11. Estimated PBS Usage and Financial Implications
The net financial cost per year to the PBS (after off-sets in the
use of substituted drugs) was estimated to be less than $10
million.
12. Recommendation and Reasons
The PBAC recommended a restricted benefit listing on a
cost-minimisation basis with the equi-effective doses being
fluticasone 500 mcg/salmeterol 50 mcg inhaled twice daily being
equivalent to tiotropium bromide monohydrate 18 mcg inhaled once
daily in the treatment of COPD. The recommended restriction
reflects the wording of the TGA registered indication.
The PBAC did not accept the claim that fluticasone propionate with
salmeterol xinafoate had significant advantages in terms of
clinical effectiveness and toxicity over tiotropium. The PBAC
considered that the all-cause mortality data could be considered an
unexpected finding because this was a positive secondary outcome
when the primary outcome analysis showed no statistically
significant difference between treatment groups and the trial had
not predefined the hypothesis that Seretide has a role in the
prevention of deaths in patients with COPD. Therefore, its use as
the foundation of an economic claim was not appropriate.
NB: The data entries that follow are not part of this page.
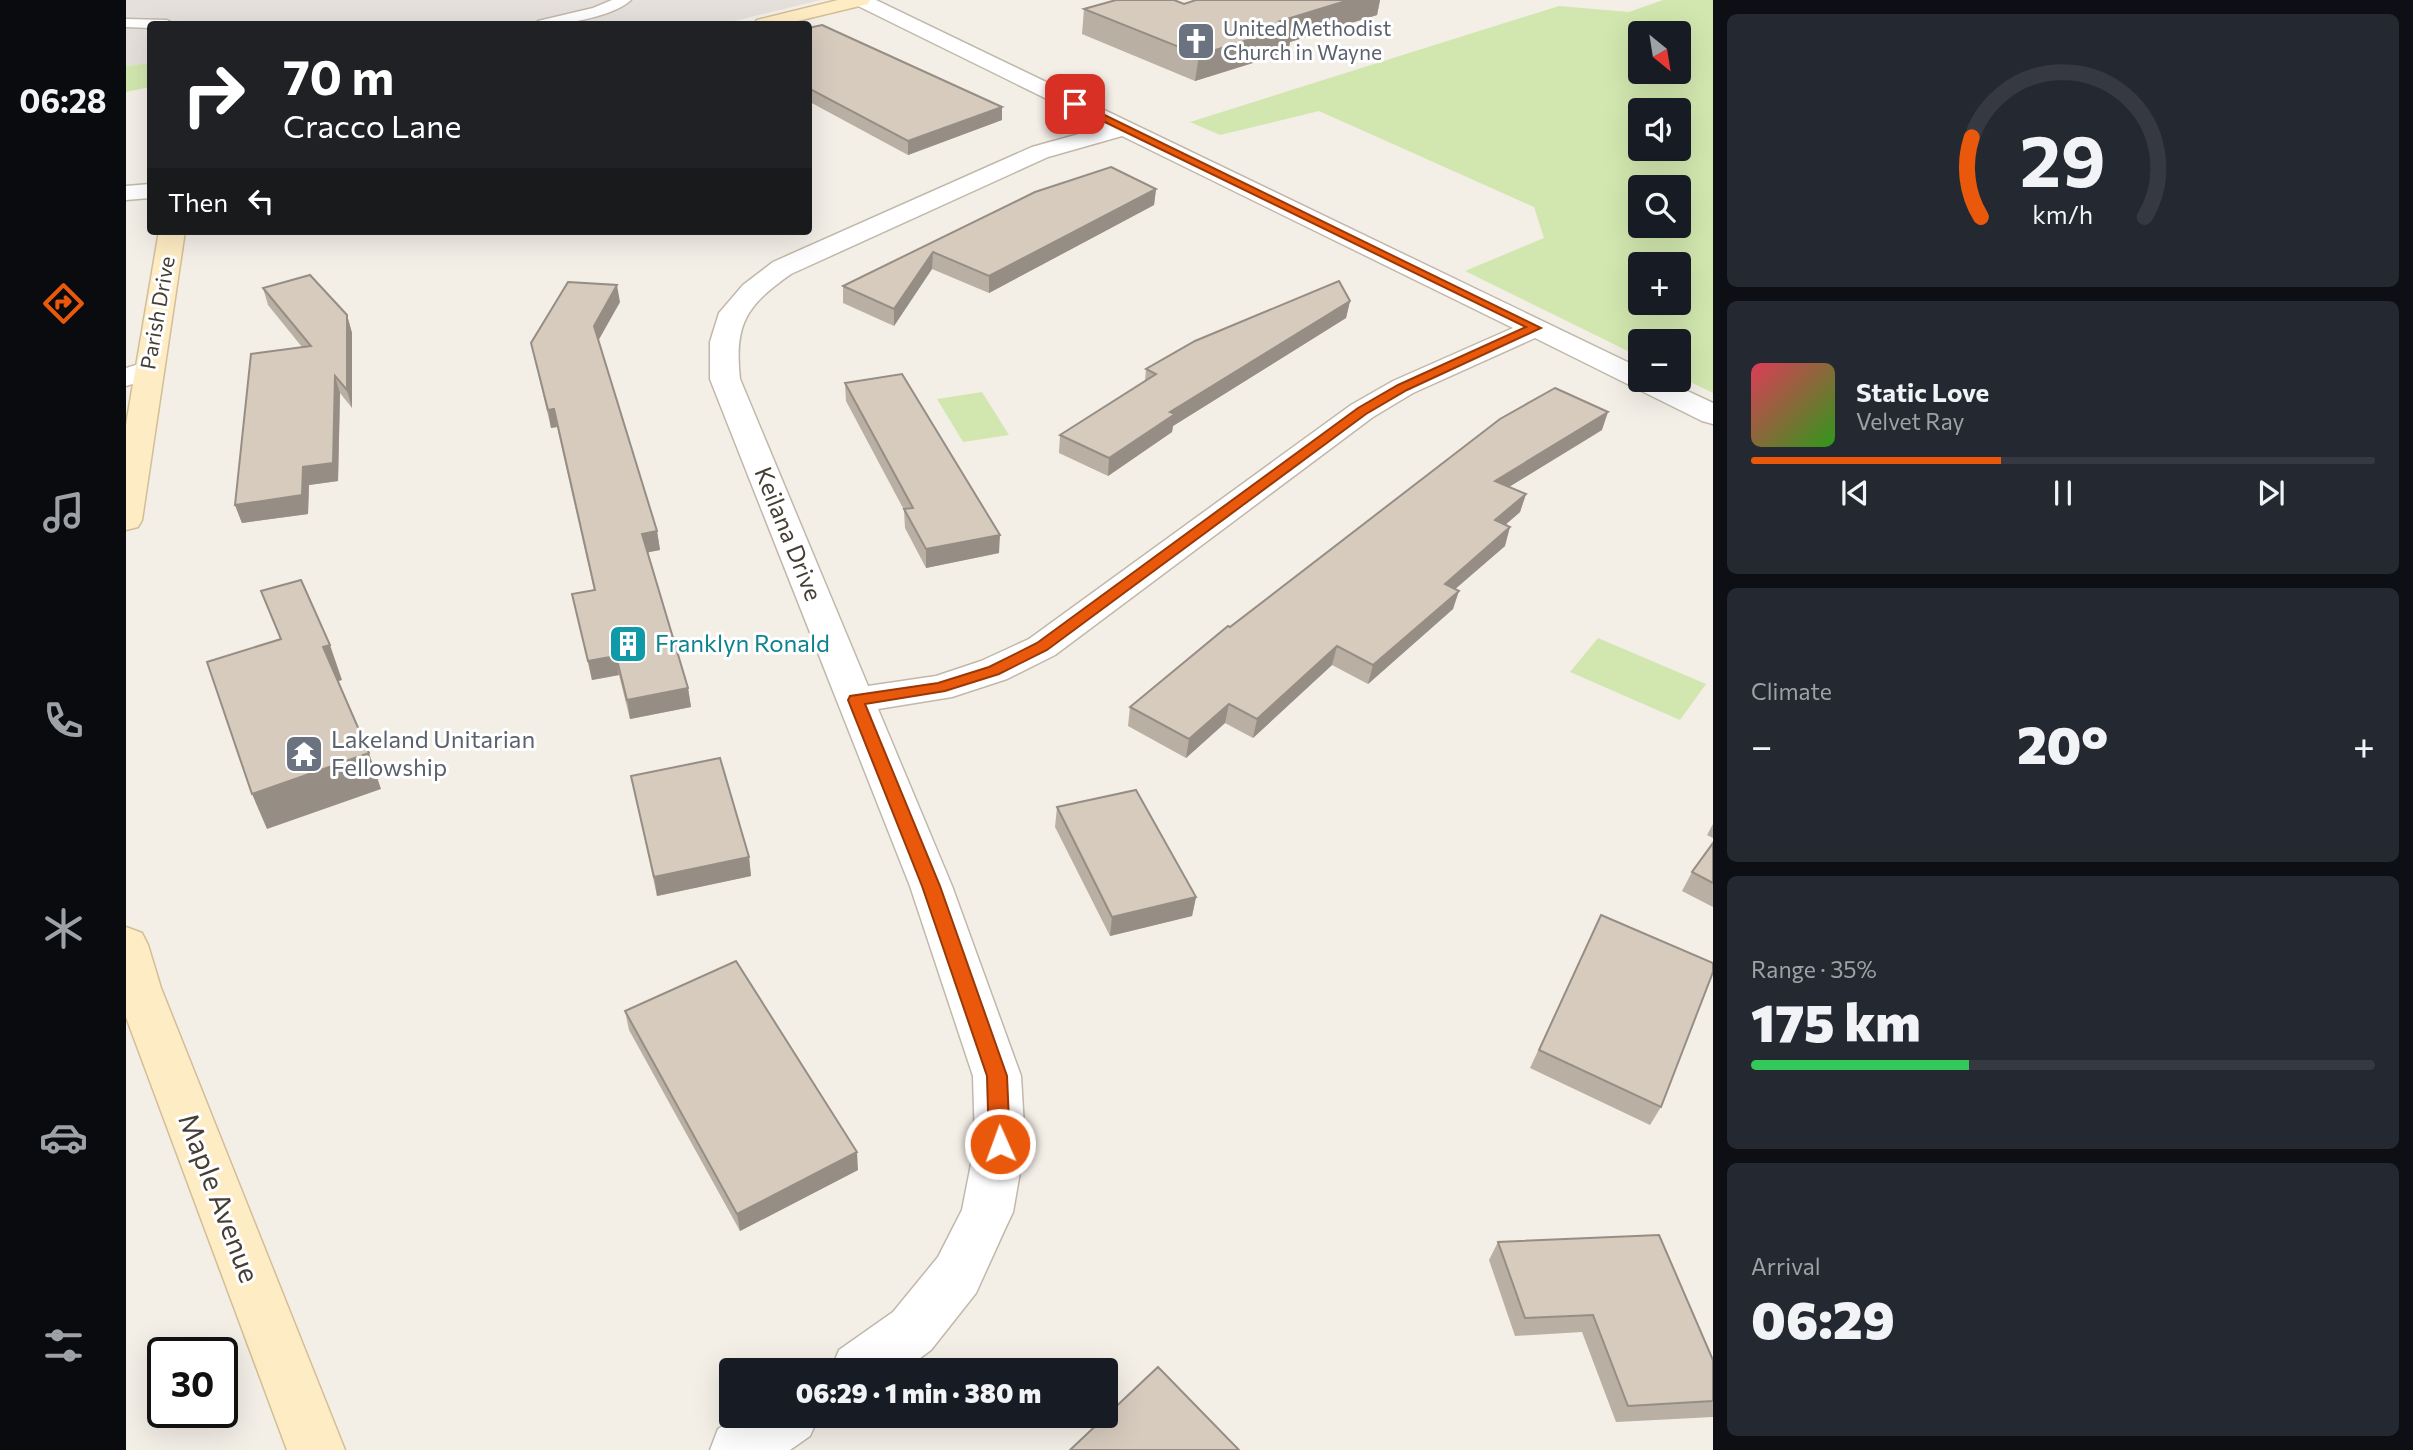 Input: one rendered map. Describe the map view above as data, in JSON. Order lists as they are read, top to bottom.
{
  "streets": {
    "street": ["Parish Drive", "Keilana Drive", "Maple Avenue"]
  },
  "places": {
    "church": ["United Methodist Church in Wayne"],
    "building": ["Franklyn Ronald"],
    "temple": ["Lakeland Unitarian Fellowship"]
  },
  "north": "bottom right",
  "page": {
    "tabs": "06:28",
    "map_buttons": ["+", "−"],
    "turn": ["70 m", "Cracco Lane"],
    "then": "Then",
    "song": ["Static Love", "Velvet Ray"],
    "tile": [
      "Climate",
      ["Range · 35%", "175 km"],
      ["Arrival", "06:29"]
    ],
    "heat": ["−", "20°", "+"],
    "limit": "30",
    "trip": "06:29 · 1 min · 380 m",
    "gauge": ["29", "km/h"]
  }
} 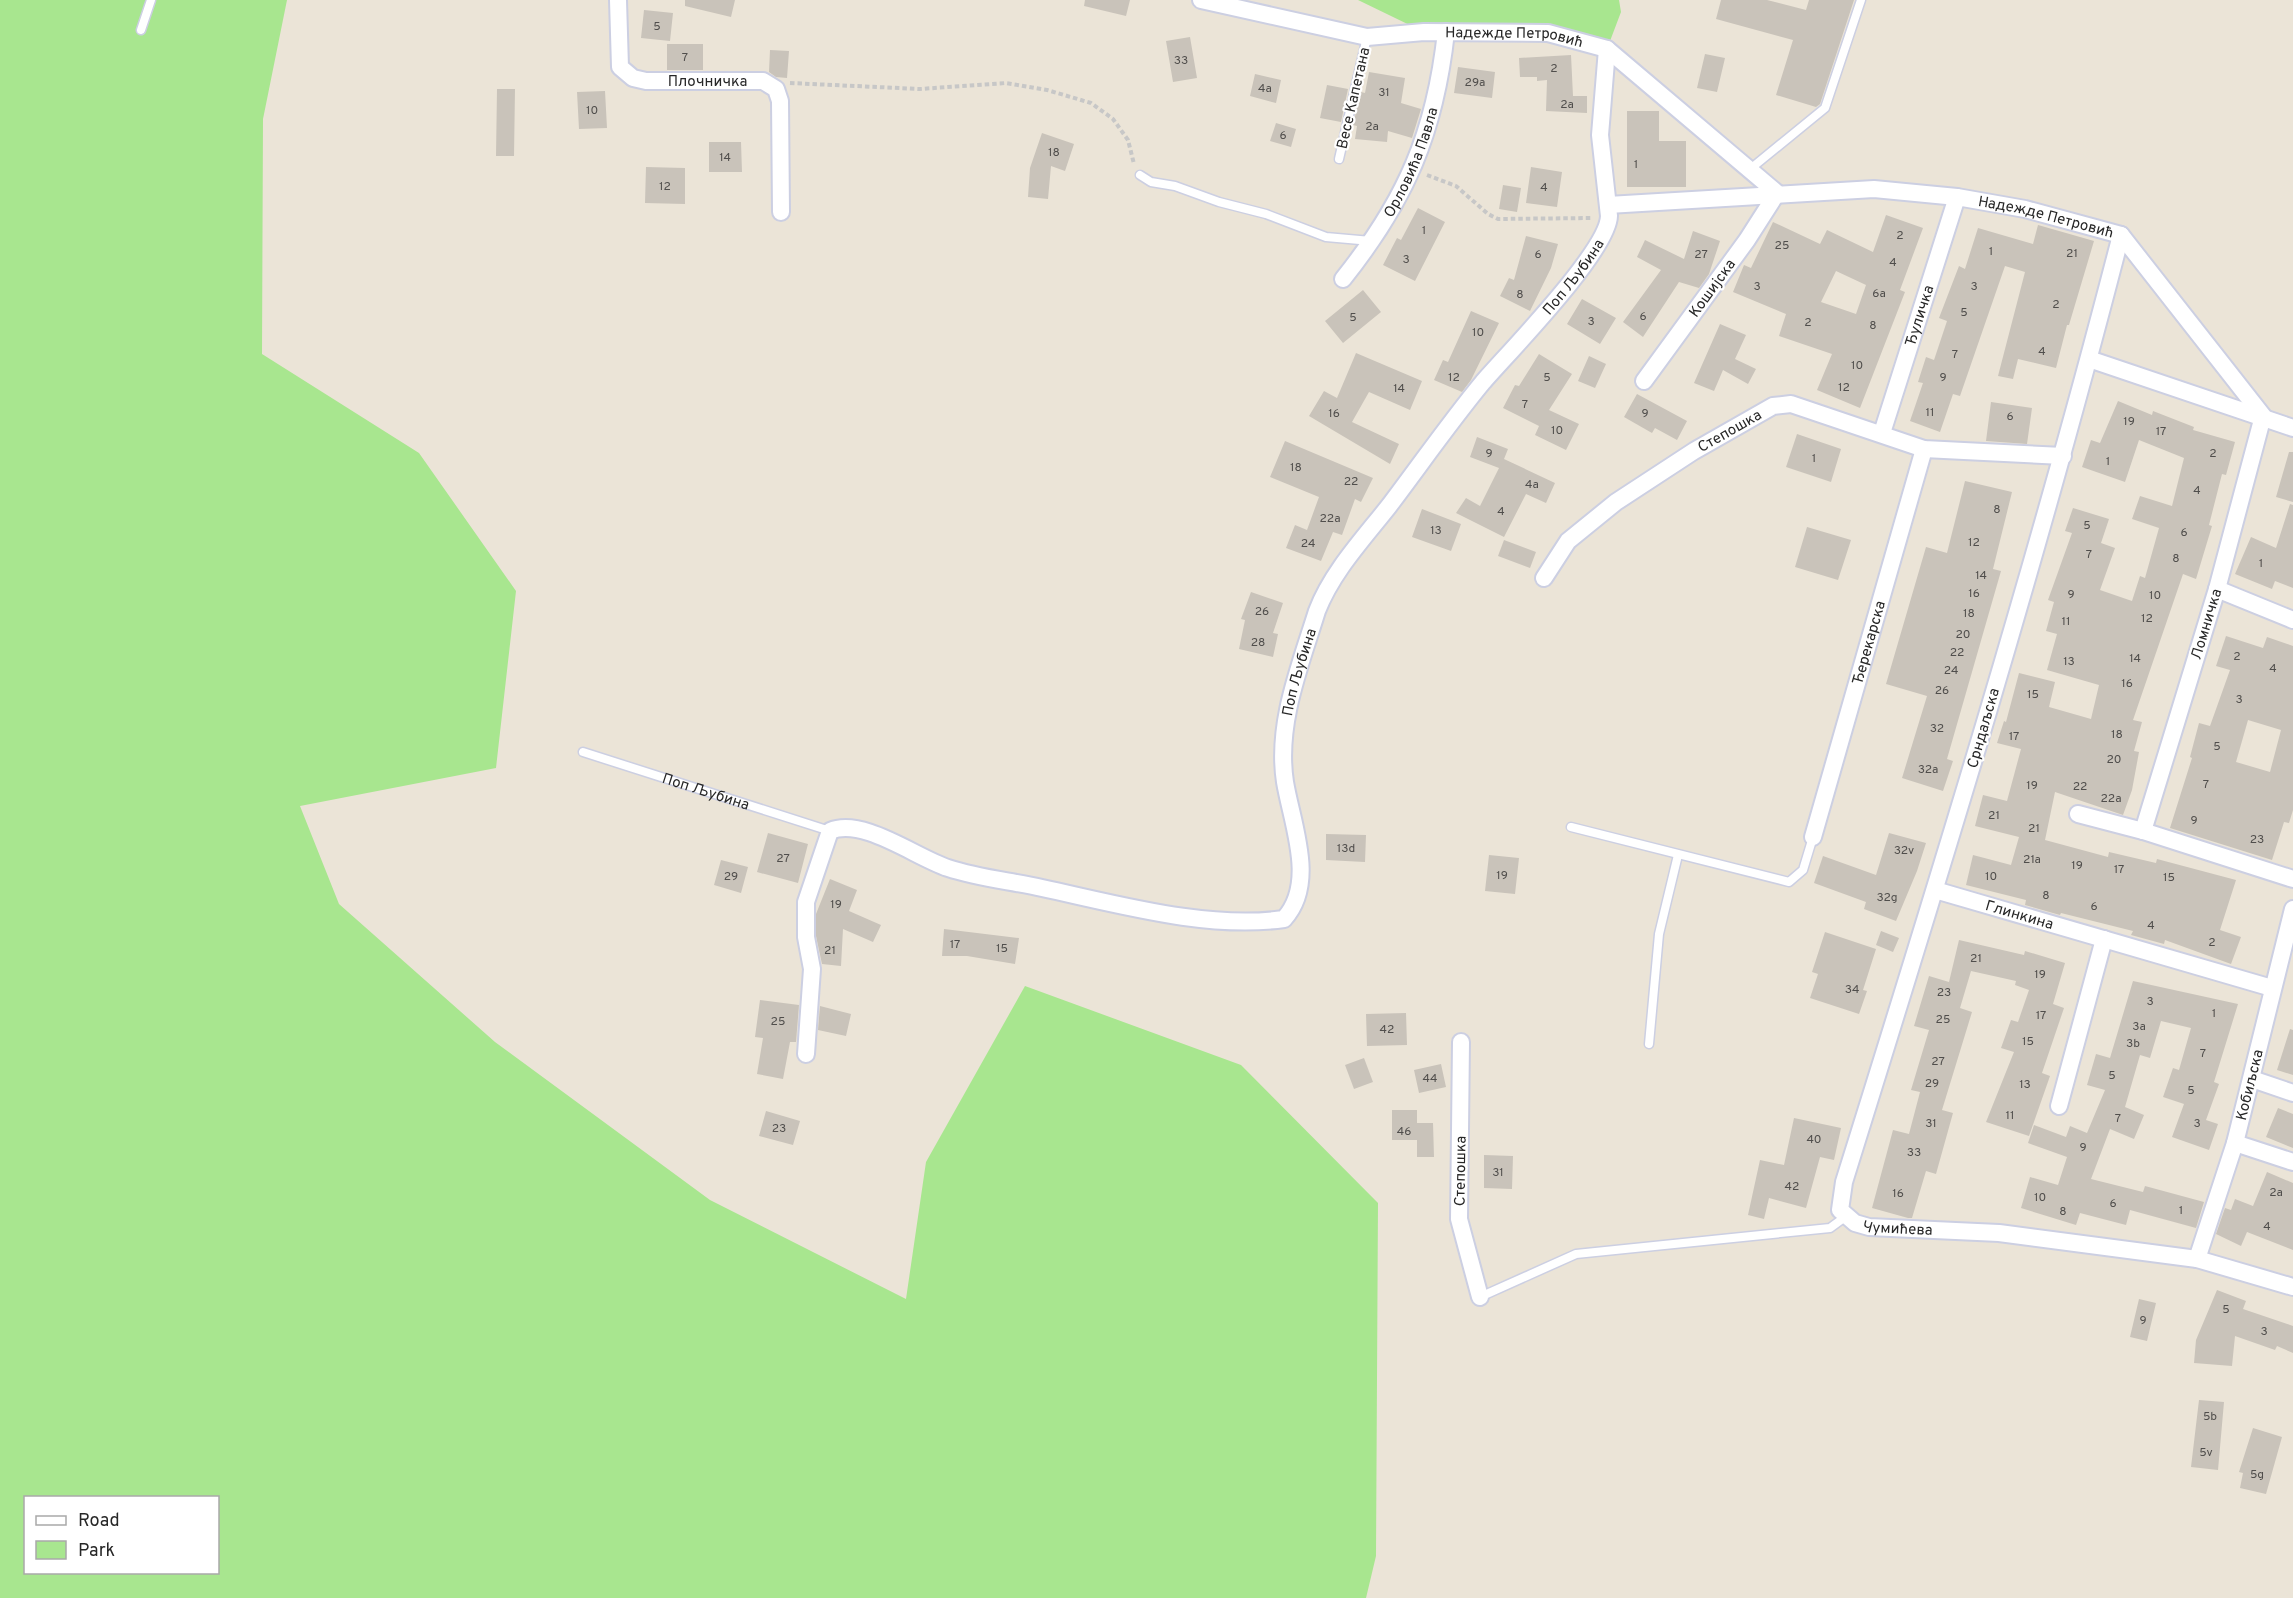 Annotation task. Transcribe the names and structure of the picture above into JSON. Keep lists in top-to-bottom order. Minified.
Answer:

In the Pre-PBAC response, the sponsor advised it would be willing
to accept a therapeutic relativity of no difference in
effectiveness and safety between Seretide and tiotropium, based on
the results of the trial 40036.
Recommendation
FLUTICASONE PROPIONATE with SALMETEROL XINAFOATE, oral pressurised
inhalation 250 micrograms-25 micrograms (base) per dose (120)
doses, CFC-free formulation, powder for oral inhalation in breath
actuated device 500 micrograms- 50 micrograms (base) per
dose(60)
Add the following to the current listings:
Restricted benefit
Symptomatic treatment of chronic obstructive pulmonary disease
(COPD) where, the FEV1 is <50% predicted normal, and there is a
history of repeated exacerbations with significant symptoms despite
regular beta-2 agonist bronchodilator therapy.
NOTE:
Seretide is not indicated for the initiation of bronchodilator
therapy in COPD.
Maximum Quantity:1
Repeats:5
13. Context for Decision
The PBAC helps decide whether and, if so, how medicines should be
subsidised in Australia. It considers submissions in this context.
A PBAC decision not to recommend listing or not to recommend
changing a listing does not represent a final PBAC view about the
merits of the medicine. A company can resubmit to the PBAC or seek
independent review of the PBAC decision.
14.Sponsor’s Comment
The sponsor chose not to make a comment.